Match timestamp and assign it as @datetime field

Elastic Stack Logstash
1

I have the following array:
{
"_index": "index_json",
"_type": "json",
"_id": "AVgzYPhrIoaQPqcpVgK8",
"_score": null,
"_source": {
"path": "/tmp/CSV/data.json",
"@timestamp": "2016-11-05T07:25:41.023Z",
"jobs": {
"name": "Onboarding_Deploy_E1DEV4",
"builds": {
"duration": 867357,
"number": 2225,
"timestamp": 1476977583380
}
},
"@version": "1",
"host": "ks3309573.kimsufi.com",
"type": "json"
},
"fields": {
"@timestamp": [
1478330741023
]
},
"sort": [
1478330741023
]
}

I need to match the field "timestamp": 1476977583380 in builds and assign it to @datetime.

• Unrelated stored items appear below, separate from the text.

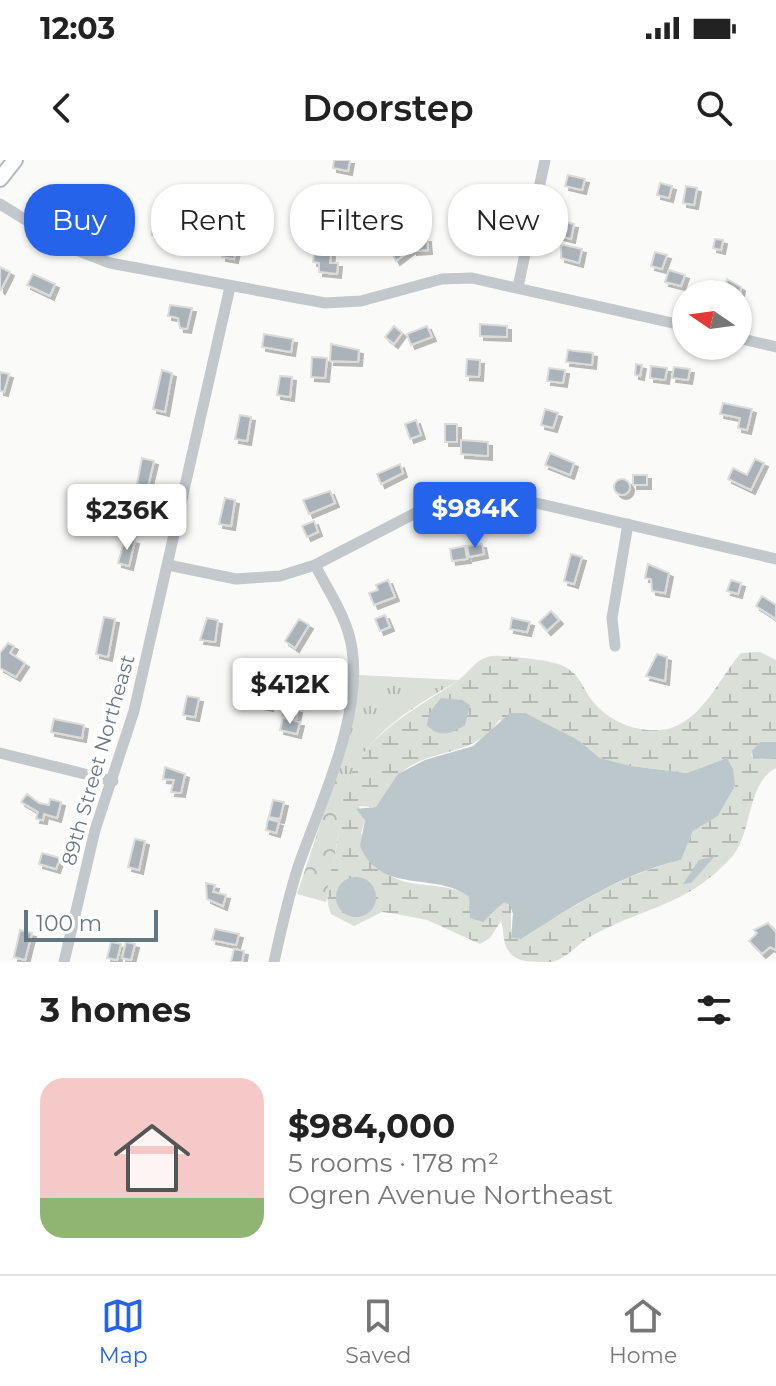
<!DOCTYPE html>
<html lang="en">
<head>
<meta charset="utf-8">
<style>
  :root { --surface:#fff; --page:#f6f6f6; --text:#222; --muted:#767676; --line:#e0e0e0; --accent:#2563eb }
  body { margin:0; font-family:Montserrat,sans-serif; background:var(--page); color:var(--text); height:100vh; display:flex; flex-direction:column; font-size:30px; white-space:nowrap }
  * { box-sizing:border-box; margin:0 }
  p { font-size:26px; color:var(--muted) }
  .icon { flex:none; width:44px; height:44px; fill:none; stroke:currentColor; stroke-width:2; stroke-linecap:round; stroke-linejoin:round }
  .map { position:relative; height:802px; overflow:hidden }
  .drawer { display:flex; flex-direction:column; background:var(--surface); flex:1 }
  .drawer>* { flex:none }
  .hud { position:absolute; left:24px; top:24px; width:728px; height:72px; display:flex; gap:16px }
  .needle { width:52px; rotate:283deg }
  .tools { position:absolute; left:672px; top:120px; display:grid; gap:16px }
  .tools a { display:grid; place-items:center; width:80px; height:80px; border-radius:50%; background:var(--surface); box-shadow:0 2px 6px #0004; font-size:40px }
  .scale { position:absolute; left:24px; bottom:20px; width:134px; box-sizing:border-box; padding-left:8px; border:4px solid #657683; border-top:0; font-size:22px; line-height:28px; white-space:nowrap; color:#657683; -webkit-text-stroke:6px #fff; paint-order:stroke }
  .price { position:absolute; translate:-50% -68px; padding:0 18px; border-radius:8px; background:#fff; color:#222; font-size:26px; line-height:52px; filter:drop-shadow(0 2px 4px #0008) }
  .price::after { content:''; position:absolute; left:50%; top:48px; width:24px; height:18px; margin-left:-12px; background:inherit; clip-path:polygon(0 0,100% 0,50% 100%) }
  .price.selected { background:var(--accent); color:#fff }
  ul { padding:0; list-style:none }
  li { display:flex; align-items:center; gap:24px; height:200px; padding:0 40px }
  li+li { border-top:2px solid var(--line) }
  li span { display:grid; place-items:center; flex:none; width:224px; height:160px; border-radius:24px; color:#555 }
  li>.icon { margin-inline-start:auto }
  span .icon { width:96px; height:96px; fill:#fffc; stroke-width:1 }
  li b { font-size:34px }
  h2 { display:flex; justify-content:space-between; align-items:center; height:96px; padding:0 40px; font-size:34px }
  .pill { padding:0 28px; border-radius:32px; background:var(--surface); box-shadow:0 2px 6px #0004; font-size:28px; line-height:72px }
  .pill.selected { background:var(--accent); color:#fff }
  .status { display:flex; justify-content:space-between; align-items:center; height:56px; padding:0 40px; background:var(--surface); direction:ltr }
  .status svg { height:22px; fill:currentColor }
  header { display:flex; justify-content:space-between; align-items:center; height:104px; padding:0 40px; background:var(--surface); font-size:36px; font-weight:600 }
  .dock { display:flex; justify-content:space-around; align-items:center; height:112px; border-top:2px solid var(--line); background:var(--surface); font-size:22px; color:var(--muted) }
  .dock a { display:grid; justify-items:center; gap:4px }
  .dock .selected { color:var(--accent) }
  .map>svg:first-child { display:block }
  .grass { fill:url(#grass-tufts) }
  .forest { fill:url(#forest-crowns) }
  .wetland { fill:url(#wetland-marsh); fill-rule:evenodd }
  .water { fill:#bbc7cb }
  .building { fill:#aab3b9; stroke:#dcdcda; stroke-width:2; filter:url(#shadow) }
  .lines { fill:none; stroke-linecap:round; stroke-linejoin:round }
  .major-casing { stroke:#b5babe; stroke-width:18 }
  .minor { stroke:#c3c8cc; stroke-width:11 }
  .major { stroke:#fff; stroke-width:14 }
  .labels { text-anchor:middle; stroke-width:8; stroke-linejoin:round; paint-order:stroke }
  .street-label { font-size:20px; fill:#657683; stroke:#fff }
</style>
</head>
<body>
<div class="status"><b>12:03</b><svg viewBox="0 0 49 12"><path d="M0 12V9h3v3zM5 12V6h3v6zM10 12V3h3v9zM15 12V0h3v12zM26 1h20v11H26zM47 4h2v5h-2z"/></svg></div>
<header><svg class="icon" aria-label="back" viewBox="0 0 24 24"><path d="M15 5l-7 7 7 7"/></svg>Doorstep<svg class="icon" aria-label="search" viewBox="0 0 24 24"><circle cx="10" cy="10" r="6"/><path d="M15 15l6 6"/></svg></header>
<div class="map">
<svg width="776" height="802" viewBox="0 0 776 802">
  <defs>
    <pattern id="grass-tufts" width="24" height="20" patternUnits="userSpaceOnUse" patternTransform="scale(2)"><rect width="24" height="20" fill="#dadfd7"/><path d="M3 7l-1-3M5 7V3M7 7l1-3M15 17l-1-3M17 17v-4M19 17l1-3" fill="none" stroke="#b4b9b4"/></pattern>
    <pattern id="forest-crowns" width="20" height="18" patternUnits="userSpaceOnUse" patternTransform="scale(2)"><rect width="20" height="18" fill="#dadfd7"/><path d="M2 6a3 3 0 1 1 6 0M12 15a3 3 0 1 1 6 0" fill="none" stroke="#b4b9b4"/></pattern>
    <pattern id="wetland-marsh" width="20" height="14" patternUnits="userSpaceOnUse" patternTransform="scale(2)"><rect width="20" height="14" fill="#dadfd7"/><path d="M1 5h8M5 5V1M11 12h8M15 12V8" fill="none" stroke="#b4b9b4"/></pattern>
    <filter id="shadow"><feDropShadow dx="4" dy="4" stdDeviation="0" flood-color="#0004"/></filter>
  </defs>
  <rect width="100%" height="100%" fill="#fafaf8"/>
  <path class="grass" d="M358,515L459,520C415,546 366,573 348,623L335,620Z"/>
  <path class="forest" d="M339,619L348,623L326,742L297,734L335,620Z"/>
  <path class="wetland" d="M760,492L776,500V582L751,594L753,599L776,598V608C746,623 753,674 731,698C685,747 646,746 593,775C579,782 568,798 552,802C544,802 529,802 521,800C500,792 506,777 501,761L490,778L480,784L427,760L397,754L382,752L354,766L331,754C322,731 332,712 336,689C340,672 340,653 344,635C358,577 410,553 456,522C472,511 477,494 500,496C515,497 553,500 565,507C582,516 583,531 595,544C611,562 636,572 660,570C700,567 718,519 741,493ZM499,560L578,580L600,598L631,606L687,613L727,598L735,626L718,656L693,671L681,700C622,714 572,747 521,779L511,778V745L504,741L491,755L470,753L469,737C447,719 406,732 385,711C375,702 368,685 361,673L365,660L359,646L376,647C387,635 392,618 407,608C438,588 477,595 499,560Z"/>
  <path class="water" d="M441,538L462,540L470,545L465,565C452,574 438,578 427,565L429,553Z
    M510,553H525L578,580L600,598L631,606L687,613L727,598L733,609L735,626L718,656L693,671L681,700C622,713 572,747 521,779L511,778L513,754L510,745L504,742L483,762L470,758L469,737C437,711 381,736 360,686L365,660L356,649L376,647L398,614L425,600L473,586Z
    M760,582H776V598L753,599L752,591Z
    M715,696L691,723L683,724L699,700Z
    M336 737a20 20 0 1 1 40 0a20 20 0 1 1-40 0Z"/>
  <path class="building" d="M334,0H350L348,11L333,8Z
    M568,15L585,19L582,30L565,26Z
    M660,23L672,26L669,38L657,35Z
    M686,26L697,28L694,45L683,43Z
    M76,35L96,43L92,55L88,54L86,58L77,55L78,50L71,47Z
    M564,62L574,64L571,79L560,76Z
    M154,63L182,67L180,79L152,75Z
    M465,63L490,68L487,80L462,76Z
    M215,76L238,80L234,99L222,97L223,89L213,88Z
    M427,78L428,90L413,91V88L396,101L390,89L405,81L407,85L412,79Z
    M715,79L723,80L721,90L713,88Z
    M564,85L582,89L579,103L561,98V86Z
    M315,87L331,93L330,103H338L337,114L319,112V103L313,102Z
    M655,92L667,95L662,109L651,106Z
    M0,107L10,112L1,130L0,129Z
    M669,110L685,115L681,126L665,122Z
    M33,114L55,124L50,136L27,125Z
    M727,119L741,127L739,139L738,134L713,133L716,121L726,124Z
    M170,145L192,148L187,169L180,168L178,158L168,156Z
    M480,164L507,166V177L480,176Z
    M394,166L402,173L394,184L385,177Z
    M427,166L432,177L411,185L407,174Z
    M264,174L293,179L291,192L262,187Z
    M331,184L359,190L358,202L330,201Z
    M568,190L593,193L592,205L566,202Z
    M312,197L327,198L325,218L311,217Z
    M467,199L480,200L479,217L466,216Z
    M636,204L642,205L640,216L635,215Z
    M651,206L667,208L665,220L650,218Z
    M674,207L690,209L688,220L672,218Z
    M549,208L565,210L563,223L547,221Z
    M162,210L172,213L165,252L153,249Z
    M0,212L9,214L4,232L0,231Z
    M280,216L292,217L290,237L277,235Z
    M723,243L752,249L747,270L738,268L740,258L720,254Z
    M545,249L558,253L553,268L541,265Z
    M240,255L251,257L247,281L235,279Z
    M416,260L421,275L410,279L405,264Z
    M445,264H457V282H445Z
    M461,280L488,282V296L461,294Z
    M550,293L574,303L570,315L545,305Z
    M142,298L154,301L148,326L137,324Z
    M755,299L764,303L751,330L728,319L733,308L747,315Z
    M400,304L403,313L381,324L377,314Z
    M633,315H647V325H633Z
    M614 327a8 8 0 1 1 16 0a8 8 0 1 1-16 0Z
    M330,331L335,343L309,354L303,340Z
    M225,338L235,340L231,366L219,364Z
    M314,361L318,372L307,377L302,366Z
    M125,378L135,380L129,406L118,403Z
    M482,384L484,394L469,397L467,386Z
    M465,386L467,399L452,401L450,389Z
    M571,394L582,397L574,424L564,421Z
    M648,404L669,413L665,433L652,431L651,419L645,418Z
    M388,420L395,437L374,445L369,433L378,430L376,425Z
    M731,420L741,423L738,434L727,431Z
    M762,436L776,445V459L756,446Z
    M551,451L559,460L547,471L539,462Z
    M385,455L390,467L380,471L375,459Z
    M104,457L115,459L108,497L96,494Z
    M207,458L218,460L215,482L200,480Z
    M512,458L530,462L527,472L510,469Z
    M299,459L309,465L295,488L285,481Z
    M8,483L14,486L10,493L25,503L16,517L0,508V493Z
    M657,494L667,497L665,521L646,516Z
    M253,531L271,535L269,547L250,543Z
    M187,536L199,538L195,557L183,555Z
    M285,546L298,549L296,560L282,556Z
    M283,558L300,562L297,574L280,570Z
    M54,559L84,565L82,578L51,572Z
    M165,607L185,614L181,633L171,632L174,620L163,619Z
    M27,634L39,643L49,645L50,639L61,642L57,658L44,654L43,660L36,659L38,652L21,642Z
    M273,640L284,642L280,659L269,657Z
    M268,659L279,662L276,673L266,670Z
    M135,679L145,681L139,710L128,707Z
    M42,693L60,698L56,709L39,704Z
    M206,723L215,725L213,732L226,735L223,746L207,739Z
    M768,763L776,772V790L770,787L762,794L749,781L757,773L754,770Z
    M215,769L239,774L236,785L212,780Z
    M20,770L32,773L25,800L14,797Z
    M111,782L121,784L117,800L107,798Z
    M126,782L135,784L131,800L122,798Z
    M234,789L244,791L242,802H231Z"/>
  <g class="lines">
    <defs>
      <path id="major" d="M0,19L15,0"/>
    </defs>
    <use href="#major" class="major-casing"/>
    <path class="minor" d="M0,44L71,88L110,103L325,143L361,141L442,119L472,118L686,166
      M518,127L545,0
      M738,178L776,187
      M168,405L236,419L280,416L315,405L429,346L472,334L532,342L776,399
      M615,486L612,458L628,364
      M0,593L113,621
      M64,802L95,670L134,551L230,127
      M274,802C281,770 288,738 298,707C320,644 363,555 352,489C348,459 329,432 315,405"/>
    <use href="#major" class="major"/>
  </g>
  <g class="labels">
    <g class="street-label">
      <text transform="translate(98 600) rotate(-74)" y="7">89th Street Northeast</text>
    </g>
  </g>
</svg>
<div class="tools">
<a><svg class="needle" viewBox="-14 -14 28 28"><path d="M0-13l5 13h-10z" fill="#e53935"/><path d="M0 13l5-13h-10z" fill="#767676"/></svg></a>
</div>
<div class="scale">100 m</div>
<b class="price selected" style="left:475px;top:390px">$984K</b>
<b class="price" style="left:127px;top:392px">$236K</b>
<b class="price" style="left:290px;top:566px">$412K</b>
<div class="hud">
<a class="pill selected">Buy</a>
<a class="pill">Rent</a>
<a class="pill">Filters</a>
<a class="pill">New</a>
</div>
</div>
<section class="drawer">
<h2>3 homes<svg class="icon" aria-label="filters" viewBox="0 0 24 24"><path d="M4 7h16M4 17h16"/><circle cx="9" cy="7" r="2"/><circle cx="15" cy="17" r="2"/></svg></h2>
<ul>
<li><span style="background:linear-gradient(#f6c9c9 75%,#8fb573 0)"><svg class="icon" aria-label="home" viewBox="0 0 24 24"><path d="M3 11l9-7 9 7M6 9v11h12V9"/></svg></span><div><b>$984,000</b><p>5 rooms · 178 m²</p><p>Ogren Avenue Northeast</p></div></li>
</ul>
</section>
<nav class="dock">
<a class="selected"><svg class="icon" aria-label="map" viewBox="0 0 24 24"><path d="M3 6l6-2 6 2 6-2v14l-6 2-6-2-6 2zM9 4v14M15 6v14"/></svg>Map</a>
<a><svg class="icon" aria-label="saved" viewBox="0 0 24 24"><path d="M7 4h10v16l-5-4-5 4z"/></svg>Saved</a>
<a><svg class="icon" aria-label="home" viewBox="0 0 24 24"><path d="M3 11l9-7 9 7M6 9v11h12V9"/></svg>Home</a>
</nav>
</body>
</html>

I tried the following config in filter but logstat can not start:

filter {
split { field => "[jobs]" }
split { field => "[jobs][builds]" }
date {
** match => [ "timestamp", "dd/MMM/YYYY:HH:mm:ss Z” ]**
** remove_field => "timestamp"**
** }**
}

BR

2

Tried this but no success:
date {
match => ["timestamp", "UNIX_MS"]
target => "@timestamp"
remove_field => "timestamp"
}

An example:
{
"path" => "/tmp/CSV/data.json",
"@timestamp" => 2016-11-05T09:06:27.205Z,
"jobs" => {
"name" => "Onboarding_Sanity_E1QA",
"builds" => {
"duration" => 1933,
"number" => 176,
"timestamp" => 1471631216231
}
},
"@version" => "1",
"host" => "ks3309573.kimsufi.com",
"type" => "json"
}

3

Why are you using the pattern "dd/MMM/YYYY:HH:mm:ss Z" when your timestamp doesn't even resemble that format? I'm guessing the your timestamp are milliseconds since the epoch (i.e. 1476977583380 is Oct 20 at 15:33 UTC). Use the "UNIX_MS" pattern instead.

Secondly, it appears the timestamp field is nested two levels down and this needs to be taken into account. This should work:

date {
  match => ["[jobs][builds][timestamp]", "UNIX_MS"]
  remove_field => ["[jobs][builds][timestamp]"]
}
4

Thanks a lot, it is the solution.

Regards

Emmanuel

5

This topic was automatically closed 28 days after the last reply. New replies are no longer allowed.